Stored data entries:
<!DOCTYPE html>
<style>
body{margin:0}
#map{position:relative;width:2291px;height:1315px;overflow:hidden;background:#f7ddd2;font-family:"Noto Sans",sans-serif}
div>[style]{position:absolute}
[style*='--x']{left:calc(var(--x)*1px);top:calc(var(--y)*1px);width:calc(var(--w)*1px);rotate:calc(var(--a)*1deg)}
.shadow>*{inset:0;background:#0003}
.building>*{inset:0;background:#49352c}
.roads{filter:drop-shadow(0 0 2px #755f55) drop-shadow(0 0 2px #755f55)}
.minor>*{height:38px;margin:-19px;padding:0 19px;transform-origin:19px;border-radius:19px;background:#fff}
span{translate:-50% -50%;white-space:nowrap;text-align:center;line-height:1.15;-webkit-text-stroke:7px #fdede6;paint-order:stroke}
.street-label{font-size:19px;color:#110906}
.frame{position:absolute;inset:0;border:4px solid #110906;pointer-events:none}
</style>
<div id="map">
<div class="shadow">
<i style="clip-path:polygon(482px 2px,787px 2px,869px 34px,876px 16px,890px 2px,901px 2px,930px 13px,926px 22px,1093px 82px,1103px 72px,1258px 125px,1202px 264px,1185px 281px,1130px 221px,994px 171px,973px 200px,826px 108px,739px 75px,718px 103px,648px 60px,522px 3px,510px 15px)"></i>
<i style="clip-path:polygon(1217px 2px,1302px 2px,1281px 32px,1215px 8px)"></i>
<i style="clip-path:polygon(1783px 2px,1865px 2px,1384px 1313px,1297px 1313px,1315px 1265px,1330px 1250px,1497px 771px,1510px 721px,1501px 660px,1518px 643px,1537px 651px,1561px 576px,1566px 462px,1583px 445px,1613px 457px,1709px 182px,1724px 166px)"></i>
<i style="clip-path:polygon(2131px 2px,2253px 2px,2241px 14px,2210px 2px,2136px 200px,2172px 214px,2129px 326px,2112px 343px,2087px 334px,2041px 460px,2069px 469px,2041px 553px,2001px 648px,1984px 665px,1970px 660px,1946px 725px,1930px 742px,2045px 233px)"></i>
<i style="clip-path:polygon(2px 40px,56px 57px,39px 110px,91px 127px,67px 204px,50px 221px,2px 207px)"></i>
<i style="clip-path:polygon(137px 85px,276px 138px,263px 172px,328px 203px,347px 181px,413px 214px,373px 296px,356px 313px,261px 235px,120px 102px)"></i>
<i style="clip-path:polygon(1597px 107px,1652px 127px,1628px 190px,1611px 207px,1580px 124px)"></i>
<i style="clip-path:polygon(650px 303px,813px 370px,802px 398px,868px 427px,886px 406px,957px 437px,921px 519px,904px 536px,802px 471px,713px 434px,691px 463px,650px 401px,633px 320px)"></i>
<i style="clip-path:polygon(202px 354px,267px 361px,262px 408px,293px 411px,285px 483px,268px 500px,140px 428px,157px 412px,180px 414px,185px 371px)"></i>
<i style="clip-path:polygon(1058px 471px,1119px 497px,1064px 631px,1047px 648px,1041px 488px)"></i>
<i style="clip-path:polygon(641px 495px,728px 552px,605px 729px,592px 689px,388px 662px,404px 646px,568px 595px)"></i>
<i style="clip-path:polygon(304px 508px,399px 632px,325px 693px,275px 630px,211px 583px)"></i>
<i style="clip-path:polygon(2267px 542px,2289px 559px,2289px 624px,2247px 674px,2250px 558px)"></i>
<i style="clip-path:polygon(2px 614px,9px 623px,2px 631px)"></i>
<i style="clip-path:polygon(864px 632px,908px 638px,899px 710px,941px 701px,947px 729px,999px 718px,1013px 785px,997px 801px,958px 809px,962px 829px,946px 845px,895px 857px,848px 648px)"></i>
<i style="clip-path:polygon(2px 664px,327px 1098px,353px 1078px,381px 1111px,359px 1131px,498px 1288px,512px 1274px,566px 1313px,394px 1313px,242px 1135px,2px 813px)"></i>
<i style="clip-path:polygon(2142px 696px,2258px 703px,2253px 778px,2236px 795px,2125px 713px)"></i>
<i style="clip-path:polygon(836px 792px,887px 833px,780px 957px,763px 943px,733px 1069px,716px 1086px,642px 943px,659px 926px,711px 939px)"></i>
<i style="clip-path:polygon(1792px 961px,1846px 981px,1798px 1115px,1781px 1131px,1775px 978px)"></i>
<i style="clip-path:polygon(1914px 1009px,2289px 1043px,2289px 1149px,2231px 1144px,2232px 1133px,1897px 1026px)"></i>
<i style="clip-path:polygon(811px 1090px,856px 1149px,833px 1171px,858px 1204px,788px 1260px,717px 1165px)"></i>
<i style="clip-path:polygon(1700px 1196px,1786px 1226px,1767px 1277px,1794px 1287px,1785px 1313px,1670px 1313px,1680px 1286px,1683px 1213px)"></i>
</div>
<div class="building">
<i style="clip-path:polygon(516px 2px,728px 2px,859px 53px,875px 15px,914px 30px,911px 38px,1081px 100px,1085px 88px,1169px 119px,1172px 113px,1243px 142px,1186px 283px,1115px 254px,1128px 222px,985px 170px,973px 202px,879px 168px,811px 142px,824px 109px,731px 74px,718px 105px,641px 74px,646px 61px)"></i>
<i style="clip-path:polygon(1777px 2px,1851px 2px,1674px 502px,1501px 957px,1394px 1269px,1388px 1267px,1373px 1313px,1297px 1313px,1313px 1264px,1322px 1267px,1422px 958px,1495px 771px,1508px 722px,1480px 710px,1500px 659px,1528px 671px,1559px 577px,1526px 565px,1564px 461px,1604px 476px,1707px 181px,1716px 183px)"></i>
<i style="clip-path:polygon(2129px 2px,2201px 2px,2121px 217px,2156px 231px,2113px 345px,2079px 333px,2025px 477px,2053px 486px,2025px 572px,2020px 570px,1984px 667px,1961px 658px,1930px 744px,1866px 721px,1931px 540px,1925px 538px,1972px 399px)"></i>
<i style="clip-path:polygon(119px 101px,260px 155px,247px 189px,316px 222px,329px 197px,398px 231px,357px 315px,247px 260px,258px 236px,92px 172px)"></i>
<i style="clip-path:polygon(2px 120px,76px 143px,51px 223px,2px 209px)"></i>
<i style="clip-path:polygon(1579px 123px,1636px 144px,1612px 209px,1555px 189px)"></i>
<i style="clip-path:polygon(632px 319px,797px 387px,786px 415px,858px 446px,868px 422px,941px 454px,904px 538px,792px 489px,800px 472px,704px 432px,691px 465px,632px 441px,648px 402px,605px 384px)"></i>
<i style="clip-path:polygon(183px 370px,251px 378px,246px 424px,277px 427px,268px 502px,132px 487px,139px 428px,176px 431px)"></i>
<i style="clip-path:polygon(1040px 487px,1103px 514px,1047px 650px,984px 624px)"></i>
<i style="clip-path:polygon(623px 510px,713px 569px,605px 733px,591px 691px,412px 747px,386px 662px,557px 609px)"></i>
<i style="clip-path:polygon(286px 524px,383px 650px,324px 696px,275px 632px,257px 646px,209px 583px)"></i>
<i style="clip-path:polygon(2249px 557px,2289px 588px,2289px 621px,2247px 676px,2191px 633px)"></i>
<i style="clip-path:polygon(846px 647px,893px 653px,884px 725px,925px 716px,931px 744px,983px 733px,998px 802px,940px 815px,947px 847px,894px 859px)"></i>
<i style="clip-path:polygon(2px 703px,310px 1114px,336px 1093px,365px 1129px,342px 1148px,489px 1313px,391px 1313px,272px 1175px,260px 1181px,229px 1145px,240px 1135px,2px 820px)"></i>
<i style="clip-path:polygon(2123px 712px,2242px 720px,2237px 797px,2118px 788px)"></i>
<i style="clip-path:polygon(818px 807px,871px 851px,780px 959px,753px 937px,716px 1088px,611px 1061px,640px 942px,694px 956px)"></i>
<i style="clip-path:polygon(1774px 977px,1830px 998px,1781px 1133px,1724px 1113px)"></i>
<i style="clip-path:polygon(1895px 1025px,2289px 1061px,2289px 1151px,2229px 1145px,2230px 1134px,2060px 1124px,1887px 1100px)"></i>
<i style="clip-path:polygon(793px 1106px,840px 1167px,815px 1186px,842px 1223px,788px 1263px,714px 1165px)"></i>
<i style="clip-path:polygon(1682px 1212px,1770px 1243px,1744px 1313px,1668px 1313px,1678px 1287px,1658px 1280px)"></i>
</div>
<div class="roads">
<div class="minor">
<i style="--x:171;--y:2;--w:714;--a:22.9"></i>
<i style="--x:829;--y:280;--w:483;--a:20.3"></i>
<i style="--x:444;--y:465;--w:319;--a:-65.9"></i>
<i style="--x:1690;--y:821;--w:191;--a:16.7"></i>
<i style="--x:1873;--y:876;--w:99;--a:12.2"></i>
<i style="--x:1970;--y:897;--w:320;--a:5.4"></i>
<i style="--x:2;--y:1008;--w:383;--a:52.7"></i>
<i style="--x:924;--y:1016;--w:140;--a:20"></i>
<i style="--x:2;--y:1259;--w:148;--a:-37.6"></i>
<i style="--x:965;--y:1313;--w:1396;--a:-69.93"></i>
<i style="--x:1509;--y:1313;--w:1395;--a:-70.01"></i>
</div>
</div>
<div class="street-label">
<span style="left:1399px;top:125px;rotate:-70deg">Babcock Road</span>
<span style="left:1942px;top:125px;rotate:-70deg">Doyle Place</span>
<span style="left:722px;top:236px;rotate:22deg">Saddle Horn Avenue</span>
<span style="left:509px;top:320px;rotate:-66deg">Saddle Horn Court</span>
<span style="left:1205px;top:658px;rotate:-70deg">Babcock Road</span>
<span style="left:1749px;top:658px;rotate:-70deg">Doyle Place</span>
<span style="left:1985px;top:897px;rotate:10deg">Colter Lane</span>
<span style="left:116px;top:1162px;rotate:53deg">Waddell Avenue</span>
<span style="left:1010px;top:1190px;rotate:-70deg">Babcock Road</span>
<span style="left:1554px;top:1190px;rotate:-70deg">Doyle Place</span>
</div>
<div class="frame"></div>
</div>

**Work instruction**
Above are some records. Report the number of their lines that include "height", and add nothing else.

**Reply**
3